José Andrés Sumano Rodríguez, a professor and security specialist at the Northern Border College in Matamoros, said the decision of targeting civilians was a considered one. “They (the cartels) have learned that when they pressure on the side of generating terror and attacks on civilians, it gives them good results,” he said. “Often it is much more effective to do this than have direct confrontation with the armed forces, where they are almost always going to lose.”

For security analyst David Saucedo the attacks were “narco terrorism,” and he said the Jalisco New Generation Cartel was behind the violence in Guanajuato and Baja California.

Saucedo said there has been a change in Mexico’s drug policy since last year when army troops sat at roadside bases and simply watched as cartels battled for control of the western Mexico state of Michoacan with bomb-dropping drones, IEDs, and land mines.

Saucedo said the change may have angered the cartels.

Mexico has made more attempts to capture drug lords, something López Obrador previously said he wasn’t interested in. Mexican marines captured fugitive drug lord Rafael Caro Quintero in July after years on the run for the 1985 killing of DEA agent Enrique “Kiki” Camarena.

And Mexico’s seizures of meth labs and the synthetic opioid fentanyl have risen sharply in recent months.

“There has been a change in the strategy in fighting drug cartels. Andrés Manuel (López Obrador) has been very much criticized recently for his ‘hugs, not bullets’ strategy,” Saucedo said. “I think that due to pressure from Joe Biden, he is changing that and agreeing to capture high profile, drug traffickers.”

The spark that set off the chaos in Jalisco and Guanajuato last week was apparently a military attempt to capture a boss from the Jalisco cartel.

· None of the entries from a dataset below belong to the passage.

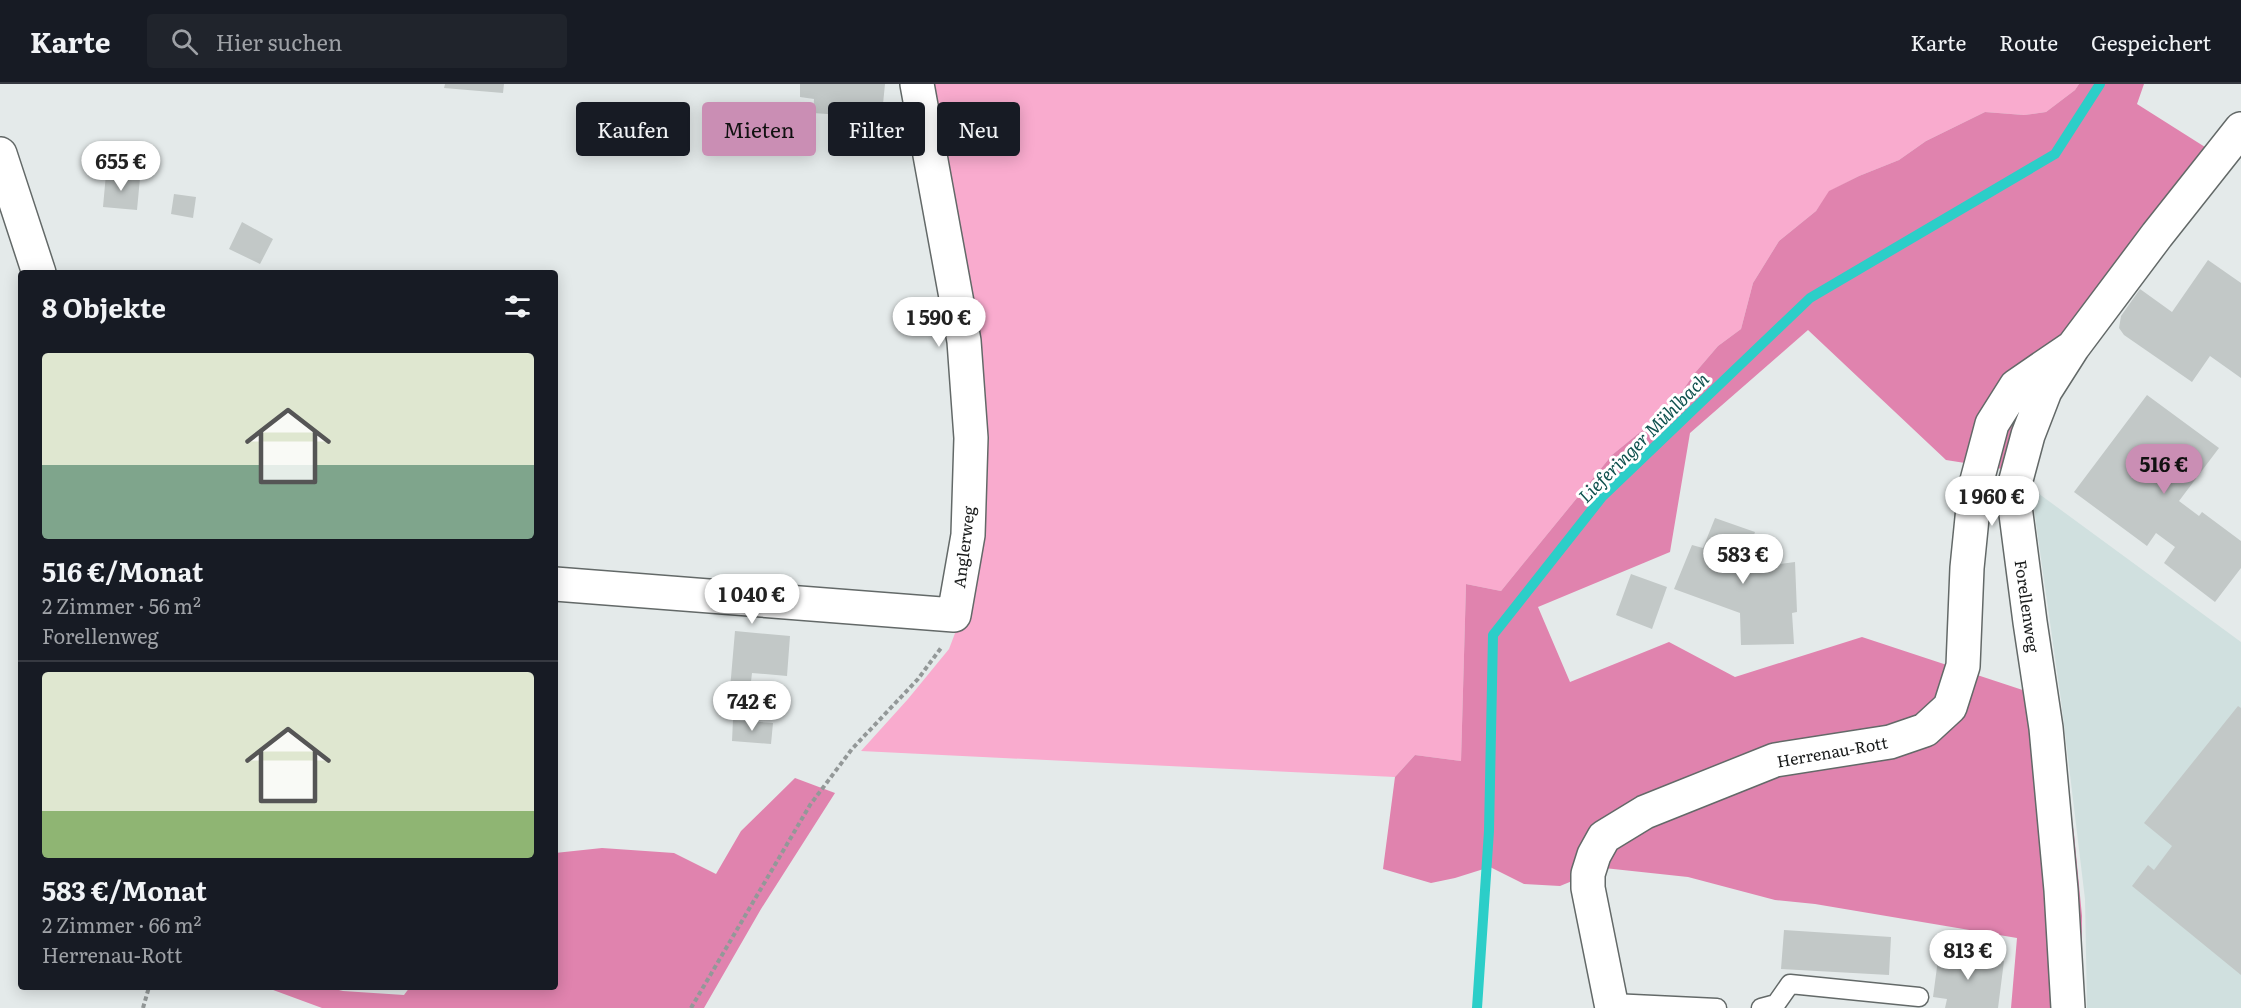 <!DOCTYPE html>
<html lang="de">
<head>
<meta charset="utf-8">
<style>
	:root { --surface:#171b24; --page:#20242c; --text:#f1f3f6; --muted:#9ea1a6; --line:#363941; --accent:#ca8eb4 }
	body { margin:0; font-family:Literata,serif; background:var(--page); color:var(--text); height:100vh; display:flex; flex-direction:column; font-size:22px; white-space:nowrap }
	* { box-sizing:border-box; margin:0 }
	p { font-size:20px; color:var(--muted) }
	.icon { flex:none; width:33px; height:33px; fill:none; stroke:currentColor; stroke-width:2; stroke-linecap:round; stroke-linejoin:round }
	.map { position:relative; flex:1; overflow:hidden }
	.drawer { position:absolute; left:18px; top:186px; width:540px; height:720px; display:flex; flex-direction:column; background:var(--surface); border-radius:6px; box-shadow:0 3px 15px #0003 }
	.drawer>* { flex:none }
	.guide { position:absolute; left:576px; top:18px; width:570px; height:54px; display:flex; gap:12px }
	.price { position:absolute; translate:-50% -51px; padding:0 14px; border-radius:21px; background:#fff; color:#222; font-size:20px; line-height:39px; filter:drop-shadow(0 2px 3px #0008) }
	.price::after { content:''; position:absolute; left:50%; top:36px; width:18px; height:14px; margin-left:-9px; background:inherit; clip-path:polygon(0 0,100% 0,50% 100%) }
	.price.active { background:var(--accent); color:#111 }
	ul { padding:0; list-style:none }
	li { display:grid; align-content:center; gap:12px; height:318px; padding:0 24px }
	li+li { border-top:2px solid var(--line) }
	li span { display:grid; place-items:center; height:186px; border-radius:6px; color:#555 }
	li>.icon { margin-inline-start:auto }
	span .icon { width:108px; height:108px; fill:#fffc; stroke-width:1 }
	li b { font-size:26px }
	h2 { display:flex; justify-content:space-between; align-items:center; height:72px; padding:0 24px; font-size:26px }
	.chip { padding:0 21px; border-radius:6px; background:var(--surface); box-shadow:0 3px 15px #0003; font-size:21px; line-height:54px }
	.chip.active { background:var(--accent); color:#111 }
	header { display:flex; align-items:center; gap:36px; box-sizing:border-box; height:84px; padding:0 30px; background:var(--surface); border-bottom:2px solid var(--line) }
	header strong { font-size:28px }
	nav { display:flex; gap:33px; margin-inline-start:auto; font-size:21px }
	.search { width:420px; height:54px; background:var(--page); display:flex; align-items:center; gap:15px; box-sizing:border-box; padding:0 21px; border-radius:6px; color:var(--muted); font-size:22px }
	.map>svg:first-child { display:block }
</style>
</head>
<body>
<header>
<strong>Karte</strong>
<div class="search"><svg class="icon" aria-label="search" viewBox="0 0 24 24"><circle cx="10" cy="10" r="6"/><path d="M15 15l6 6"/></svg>Hier suchen</div>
<nav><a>Karte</a><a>Route</a><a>Gespeichert</a></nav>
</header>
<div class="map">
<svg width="2241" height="924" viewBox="0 0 2241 924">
	<rect width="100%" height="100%" fill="#e4eaea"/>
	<path fill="#d0e0df" d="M2031,404l210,154v366h-154l-2,-109 -24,-199z"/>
	<path fill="#f9abce" d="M928,0h1151l-4,6 -29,22 -22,3 -39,-3 -59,29 -27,19 -40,16 -29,15 -14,20 -37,30 -26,42 -12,46 -23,17 -24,28 -22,32 -60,49 -111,136 -35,-7 -5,177 -46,-6 -20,22 -534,-26 47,-52 41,-50 16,-42 11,-69z"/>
	<path fill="#e083ae" d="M2079,0h65l-7,20 68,43 -114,161 -88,161 -57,-9 -138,-130 -118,103 -20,119 -132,55 32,75 99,-40 66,35 127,-40 191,63 21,134 8,82 -1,92h-70l6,-70 -202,-34 -40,-4 -87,-23 -84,-9 -44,18 -36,-2 -34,-17 -35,11 -24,5 -48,-14 12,-92 20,-22 46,6 5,-177 35,7 111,-136 60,-49 22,-32 24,-28 23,-17 12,-46 26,-42 37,-30 13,-20 30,-15 40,-16 27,-19 59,-29 39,3 22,-3 29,-22z
		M795,694l40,15 -74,116 -57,99h-382l-57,-21h61l17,4 61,4 6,-8h145v-134l47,-5 72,5 42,21 25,-43z"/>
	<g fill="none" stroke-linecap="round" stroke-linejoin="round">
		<path stroke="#2ccec8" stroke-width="10" d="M1477,924l12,-177 4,-196 109,-138 208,-199 245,-144 45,-70"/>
	</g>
	<path fill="#c2c8c7" d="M445,0h59l-1,9 -59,-5z
		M800,0h85l-2,20 -12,-1 -1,14 -57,-4 1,-14 -14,-2z
		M106,90l34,4 -3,32 -34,-3z
		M174,110l22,3 -3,21 -22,-4z
		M242,138l31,17 -13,25 -31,-15z
		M2208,176l33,23v95l-31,-22 -18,26 -68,-47 -5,-7 2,-12 19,-27 32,23z
		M2147,311l72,53 -40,53 20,15 3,-4 39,29v27l-26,34 -51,-39 11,-16 -19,-14 -9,13 -73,-54z
		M1715,434l40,14 -10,30 13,5 37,-5 2,50 -5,1 2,31 -53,1 -1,-32 -66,-24 18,-44 11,3z
		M1631,490l36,13 -15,42 -36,-14z
		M735,547l55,5 -3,40 -35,-3 -2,17 -20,-1z
		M2238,622l3,2v267l-109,-89 16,-21 6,5 18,-24 -28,-23z
		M733,636l40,3 -2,21 -39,-3z
		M1784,846l107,7 -2,38 -108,-6z
		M1939,868l65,9 -6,47h-53l2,-9 -14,-2z"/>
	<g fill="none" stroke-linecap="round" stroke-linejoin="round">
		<g stroke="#636968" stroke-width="21">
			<path id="service" d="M1612,919l105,5
				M1761,924l15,-4 14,-20 129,13"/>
		</g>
		<g stroke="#636968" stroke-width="36">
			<path id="minor" d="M0,70l39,119
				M555,500l399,31 14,-80 3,-97 -7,-97 -47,-257
				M1612,924l-24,-120v-14l6,-19 10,-18 41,-25 130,-52 115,-18 35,-12 25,-23 13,-41 4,-98 8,-80 17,-64 24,-38 57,-39
				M2068,924l-7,-118 -15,-162 -16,-106 -17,-131 15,-56 17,-44 28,-44 84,-112 84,-106"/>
		</g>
		<path stroke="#939898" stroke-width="4" stroke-dasharray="4.5 3" stroke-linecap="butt" d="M143,924l6,-21
			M691,924l119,-203 42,-56 66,-70 23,-31"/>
		<use href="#service" stroke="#fff" stroke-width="18"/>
		<use href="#minor" stroke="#fff" stroke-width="33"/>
	</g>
	<g text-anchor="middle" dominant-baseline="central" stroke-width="6" stroke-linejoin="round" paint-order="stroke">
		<g font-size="16" fill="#1a1c1c" stroke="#fff">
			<text transform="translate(963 463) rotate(-83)">Anglerweg</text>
			<text transform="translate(2028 522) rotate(82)">Forellenweg</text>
			<text transform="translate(1832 667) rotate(-10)">Herrenau-Rott</text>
		</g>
		<g font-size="18" font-style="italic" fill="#0f514e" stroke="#fff">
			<text transform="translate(1643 353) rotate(-45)">Lieferinger Mühlbach</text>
		</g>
	</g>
</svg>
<b class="price" style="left:121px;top:108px">655 €</b>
<b class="price" style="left:939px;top:264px">1 590 €</b>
<b class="price active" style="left:2164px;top:411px">516 €</b>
<b class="price" style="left:1992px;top:443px">1 960 €</b>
<b class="price" style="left:1743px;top:501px">583 €</b>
<b class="price" style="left:752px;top:541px">1 040 €</b>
<b class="price" style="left:752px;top:648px">742 €</b>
<b class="price" style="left:1968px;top:897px">813 €</b>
<div class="guide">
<a class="chip">Kaufen</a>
<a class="chip active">Mieten</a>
<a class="chip">Filter</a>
<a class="chip">Neu</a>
</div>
<section class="drawer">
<h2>8 Objekte<svg class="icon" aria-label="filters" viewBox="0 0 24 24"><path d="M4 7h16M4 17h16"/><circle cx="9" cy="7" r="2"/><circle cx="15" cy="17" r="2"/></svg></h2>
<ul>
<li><span style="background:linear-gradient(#dfe7d0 60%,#7fa58c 0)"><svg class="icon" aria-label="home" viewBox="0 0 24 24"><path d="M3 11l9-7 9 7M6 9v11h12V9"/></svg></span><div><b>516 €/Monat</b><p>2 Zimmer · 56 m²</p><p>Forellenweg</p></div></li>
<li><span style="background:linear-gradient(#dfe7d0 75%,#8fb573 0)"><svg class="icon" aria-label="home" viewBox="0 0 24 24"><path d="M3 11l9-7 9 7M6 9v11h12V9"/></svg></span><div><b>583 €/Monat</b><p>2 Zimmer · 66 m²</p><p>Herrenau-Rott</p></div></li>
</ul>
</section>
</div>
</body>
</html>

“The narco-terrorism of the Jalisco New Generation Cartel is a reaction to the president’s change in strategy,” Saucedo said. “If the Mexican president continues with this strategy of capturing high-ranking members of the Jalisco cartel, the Jalisco cartel is going to respond with acts of narcoterrorism in the states it controls as part of its vast empire.”

Sandoval, the defense secretary, took great pains to assure there was no change in strategy. “It’s not that we’re looking for the leader … it’s not that operations are centered on certain levels of the organization.”

There have been such terrorist acts before. In June of last year, a faction of the Gulf cartel entered the border city of Reynosa and killed 14 people authorities identified as “innocent citizens,” as part of a bid to unseat a rival faction that controlled Reynosa.

The only good news, if there is any, is that Saucedo says Jalisco usually tries to cause property damage rather than civilian deaths; he blamed the random killings in Ciudad Juarez on the Mexicles, a gang that works for the Sinaloa cartel.

“There are differences between the two types of narco-terrorism,” he said.

Ana Vanessa Cardenas, coordinator of the international relations program at Anahuac Mayab University in Merida, said with any other president half the security cabinet would have been ousted, there would be consultations with international experts and work would be underway on a new security strategy, but she expects no change from López Obrador who is in denial.

“We’ve seen a total militarization of security and of the country, which is the last rung,” she said. “If having already reached the last rung in security we have an increase in violence, in murders, in narco control, then where do we go?”